Manchester Art Gallery

Manchester After Hours / Museums at Night

In January 2018, Hylas and the Nymphs by JW Waterhouse was temporarily removed as part of a gallery takeover by gallery staff, users and artists. This was part of a project with artist Sonia Boyce and also was part of the making of an artwork, Six Acts, showing in Boyce’s exhibition until 22 July. The painting was replaced by a series of questions to open debate about issues of gender, race and sexuality representation and ask questions about who decides what is shown and what stories are told in a public gallery.

This is the first in a series of free public events in response to the huge debate this action stimulated.

Questioning the gallery


No need to book

Take part in this informal group discussion about our relationships with our galleries and collections, with the questions that temporarily replaced the painting as a starting point.

Artists, curators and the public: who decides what goes on display?


Tickets limited, please book on Eventbrite.  Please note this event will be live-streamed and recorded.

Dr David Dibosa, Curating and Collections course leader at Chelsea College of Art and Black Artists and Modernism researcher, writer and curator Ellen Mara De Wachter, and members of the Manchester Art Gallery team present their thoughts on the inherited problems that exist in gallery collections and displays and discuss who might get to to decide how gallery exhibitions might be made differently.

Roll Up for Family Gorgeous


No need to book

Drag artists Family Gorgeous host this takeover of the gallery’s Victorian spaces.

Following their performances at the takeover which became the new film work, Six Acts by Sonia Boyce, Family Gorgeous were keen to further develop their work at the gallery.  The evening they have in store will be open to everyone and involve performances by six Family Gorgeous members.  In the spirit of a gallery ‘takeover’, it’s the artists who select how they will run their evening, which art works and spaces they will respond to and how they will involve visitors.  Despite the spectacularly playful, humorous and downright cheeky nature of the drag performances, Family Gorgeous explore politics of identity to pinpoint the more uncomfortable tales woven within the celebrated stories on display.

Questioning the gallery


No need to book

Take part in this informal group discussion about our relationships with our galleries and collections, with the questions that temporarily replaced the painting as a starting point.

Guest speakers:

David Dibosa trained as a curator after receiving his first degree from Girton College, University of Cambridge. He was awarded his PhD in Art History from Goldsmiths College, University of London. During the 1990s, he curated public art projects. He is currently Course Leader for MA Curating and Collections at Chelsea College of Arts. He is also a Researcher in University of the Arts London’s Research Centre for Transnational Art, Identity and Nation (TrAIN).  David has research interests in spectatorship, exhibitions, museums and curating, migration cultures and is part of Black Artists and Modernism (BAM), a three-year research project led by University of the Arts London (UAL) in partnership with Middlesex University, funded by the Arts and Humanities Research Council (AHRC). BAM will investigate the artworks of Black-British artists and the works’ relationship to modernism.

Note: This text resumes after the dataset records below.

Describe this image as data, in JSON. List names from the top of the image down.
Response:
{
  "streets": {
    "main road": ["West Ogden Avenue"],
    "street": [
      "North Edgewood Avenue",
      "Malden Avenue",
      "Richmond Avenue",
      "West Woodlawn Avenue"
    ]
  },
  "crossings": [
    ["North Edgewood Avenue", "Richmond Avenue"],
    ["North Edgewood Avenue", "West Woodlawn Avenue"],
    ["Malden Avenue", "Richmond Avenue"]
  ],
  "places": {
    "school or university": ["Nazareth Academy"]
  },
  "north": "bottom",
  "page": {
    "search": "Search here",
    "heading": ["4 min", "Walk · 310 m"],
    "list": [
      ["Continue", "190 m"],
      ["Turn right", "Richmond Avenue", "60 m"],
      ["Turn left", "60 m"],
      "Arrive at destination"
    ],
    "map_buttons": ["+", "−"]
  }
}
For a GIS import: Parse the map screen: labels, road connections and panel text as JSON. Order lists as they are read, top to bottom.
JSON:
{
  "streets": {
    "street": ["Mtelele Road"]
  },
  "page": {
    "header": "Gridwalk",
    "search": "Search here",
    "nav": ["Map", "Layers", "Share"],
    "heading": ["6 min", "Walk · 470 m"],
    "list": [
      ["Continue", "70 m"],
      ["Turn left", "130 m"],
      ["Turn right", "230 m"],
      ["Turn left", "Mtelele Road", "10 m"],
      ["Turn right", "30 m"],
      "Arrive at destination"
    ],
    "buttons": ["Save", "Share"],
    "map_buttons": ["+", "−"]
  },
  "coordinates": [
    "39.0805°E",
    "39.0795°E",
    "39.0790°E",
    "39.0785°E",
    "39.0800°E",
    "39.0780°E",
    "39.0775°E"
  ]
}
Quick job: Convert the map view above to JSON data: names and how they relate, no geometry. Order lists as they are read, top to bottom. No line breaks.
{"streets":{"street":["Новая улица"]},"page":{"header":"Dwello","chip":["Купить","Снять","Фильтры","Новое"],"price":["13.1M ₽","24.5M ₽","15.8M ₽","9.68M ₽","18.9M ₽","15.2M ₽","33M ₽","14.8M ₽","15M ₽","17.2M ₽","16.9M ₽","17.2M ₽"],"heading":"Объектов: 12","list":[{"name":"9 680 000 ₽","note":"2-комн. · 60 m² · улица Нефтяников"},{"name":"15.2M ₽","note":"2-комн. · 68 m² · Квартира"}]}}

Ellen Mara De Wachter is a writer and curator based in London. She is a frequent contributor to Frieze magazine, and her writing has featured in exhibition catalogues and publications such as Mousse, Art Monthly, Art Review, Flash Art International, Garage, Art Quarterly, Elephant, The Quietus, and on BBC Radio 4.

Her book ‘Co-Art: Artists on Creative Collaboration’, published by Phaidon, explores the phenomenon of collaboration in the visual arts and its potential in society at large.

De Wachter is a Visiting Lecturer in Sculpture at the Royal College of Art, and has taught at the Royal Academy Schools, Goldsmiths College, Brighton University, Newcastle University among other places.

In 2013-15 she was Curator of Public Collection Development at the Contemporary Art Society, where she was responsible for CAS’s acquisitions scheme for museums across the UK. Prior to that, she worked at various arts organisations in London, including the Barbican Art Gallery and the British Museum.

Her recent Frieze article on galleries and activism references our recent project with Sonia Boyce: after-nymphs-painting- backlash-curatorial-activism- right-or-obligation*

Thinking out loud: Black British Artists and Modernism – postponed

This event will now form part of our Whose Power On Display? series. Please look out for details of future events.

Annie Swynnerton exhibition tour

Join gallery guide John Ward for a tour of our exhibition Painting Light and Hope and discover the art of Annie Swynnerton, the first woman artist ever to be elected to the Royal Academy of Art.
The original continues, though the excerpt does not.